GIVEN INFORMATION -

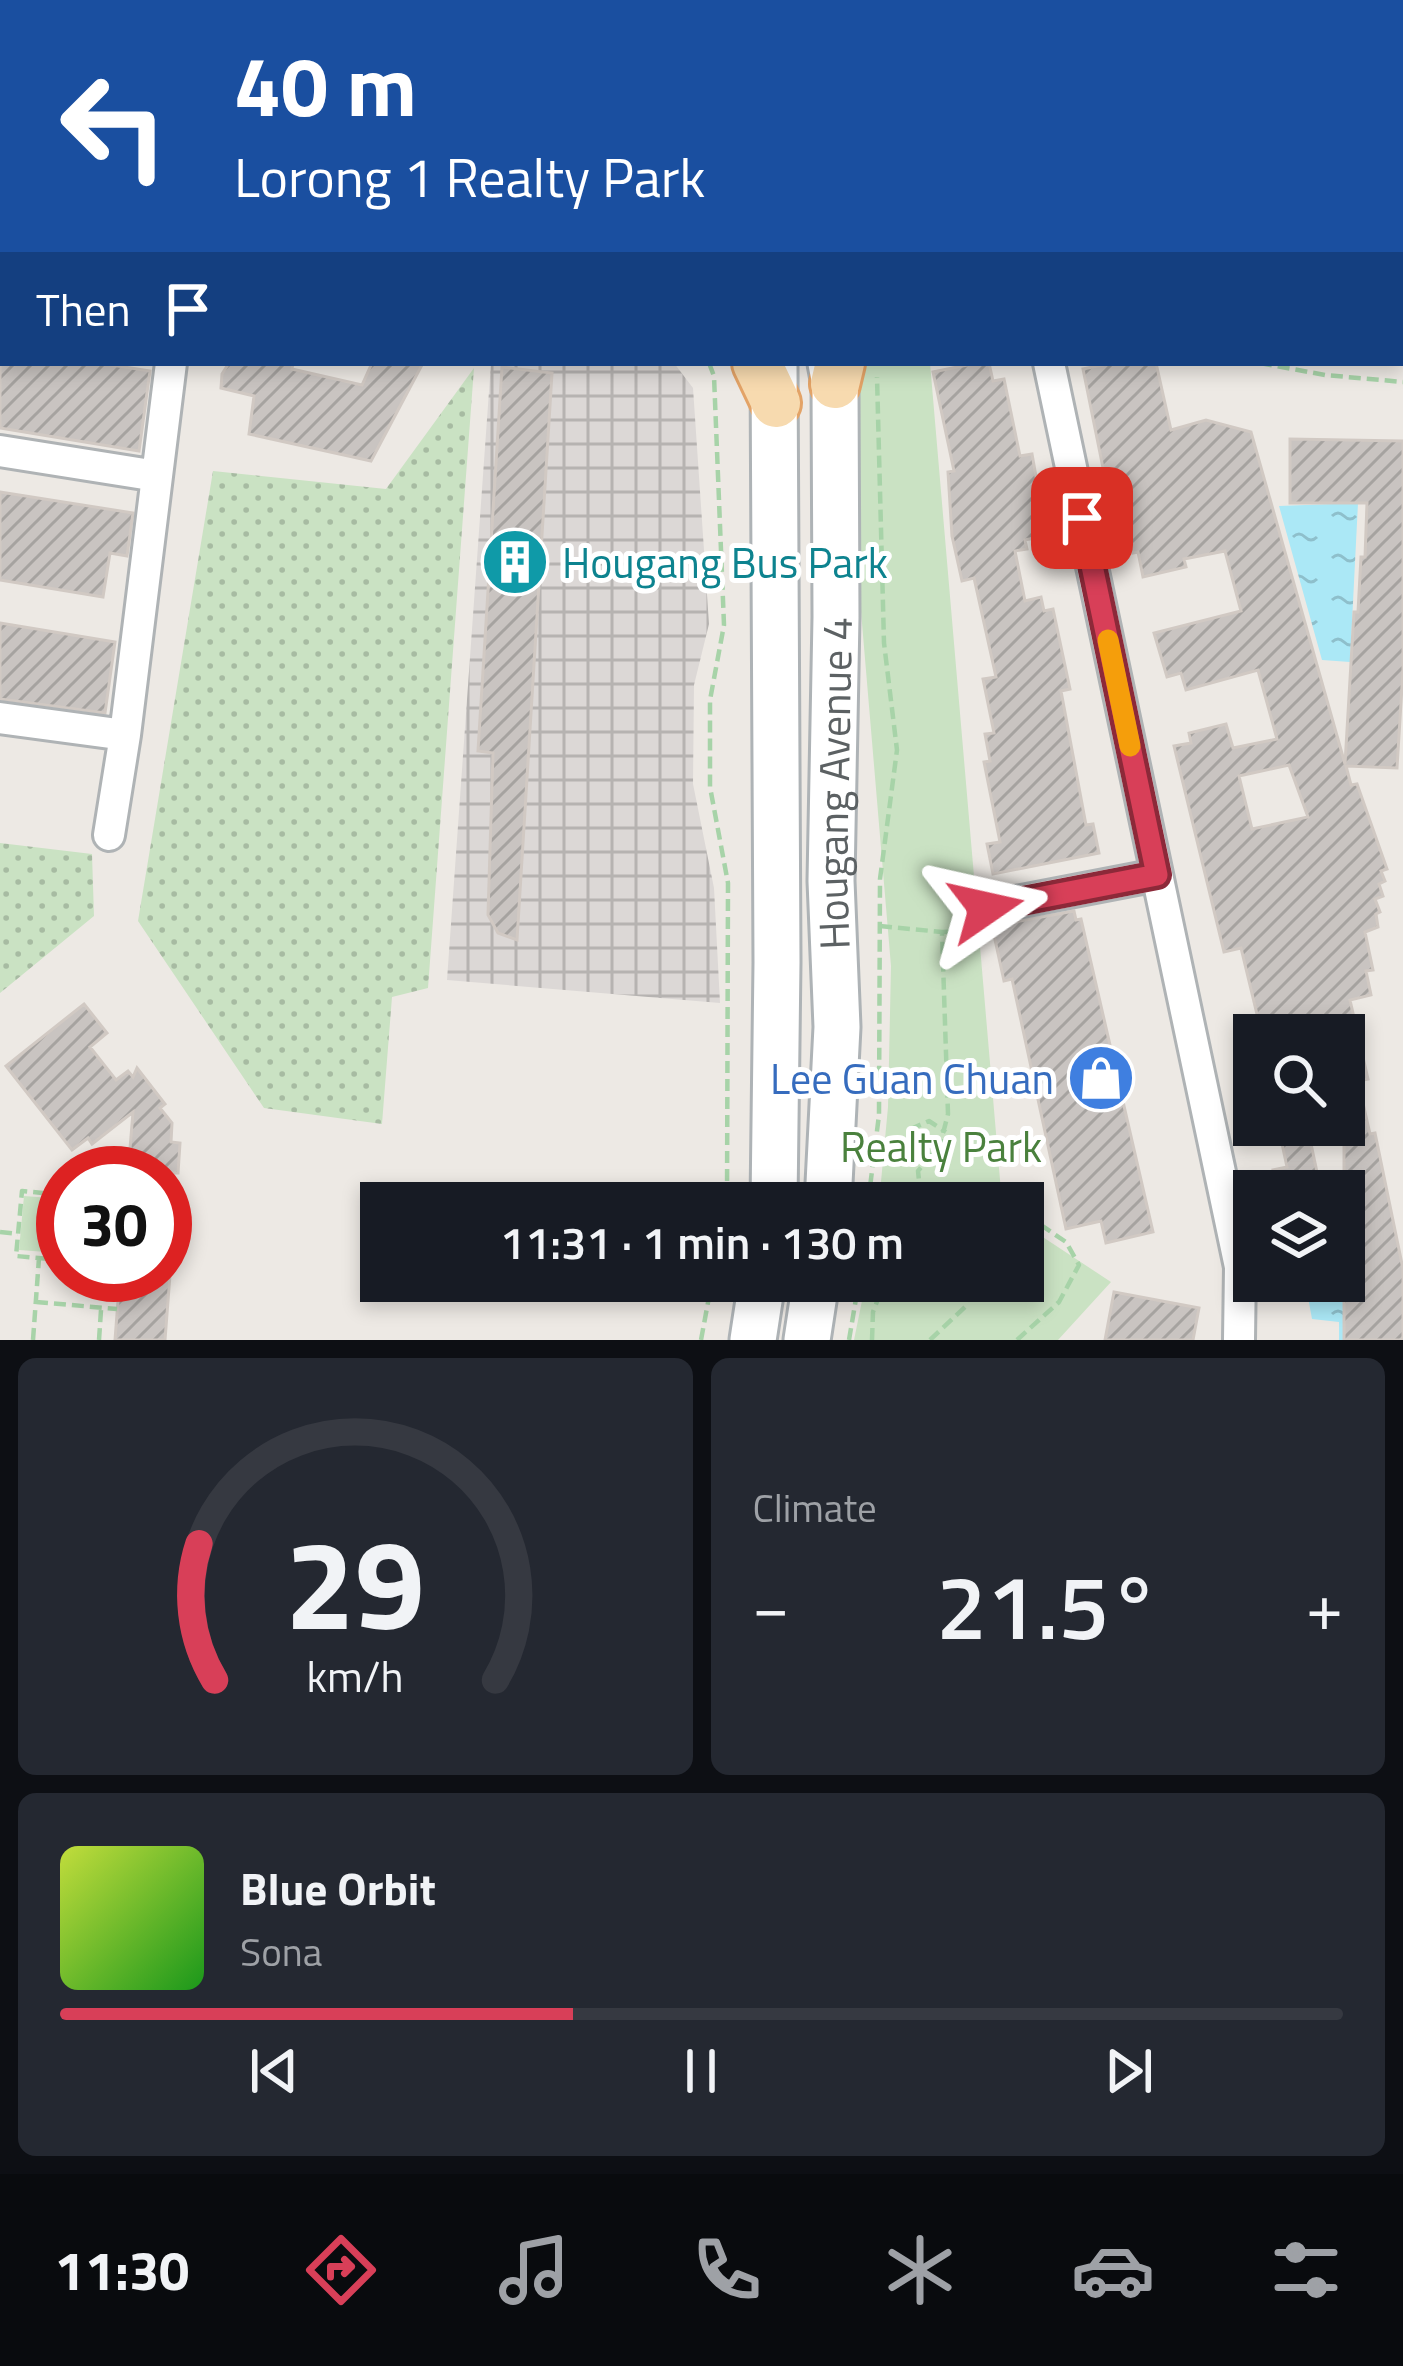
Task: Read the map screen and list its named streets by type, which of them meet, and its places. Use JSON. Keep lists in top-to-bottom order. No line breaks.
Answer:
{"streets":{"street":["Hougang Avenue 4"]},"parks":["Realty Park"],"places":{"building":["Hougang Bus Park"],"shop":["Lee Guan Chuan"]},"page":{"turn":["40 m","Lorong 1 Realty Park"],"then":"Then","limit":"30","trip":"11:31 · 1 min · 130 m","tile":"Climate","heat":["−","21.5°","+"],"song":["Blue Orbit","Sona"],"tabs":"11:30","gauge":["29","km/h"]}}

DIRECTIONS FOR THIS TASK - Could you print the listing above exactly, without the pictures?

RESPONSE TO THE TASK -
Task: Read the map screen and list its named streets by type, which of them meet, and its places. Use JSON. Keep lists in top-to-bottom order. No line breaks.
Answer:
{"streets":{"street":["Hougang Avenue 4"]},"parks":["Realty Park"],"places":{"building":["Hougang Bus Park"],"shop":["Lee Guan Chuan"]},"page":{"turn":["40 m","Lorong 1 Realty Park"],"then":"Then","limit":"30","trip":"11:31 · 1 min · 130 m","tile":"Climate","heat":["−","21.5°","+"],"song":["Blue Orbit","Sona"],"tabs":"11:30","gauge":["29","km/h"]}}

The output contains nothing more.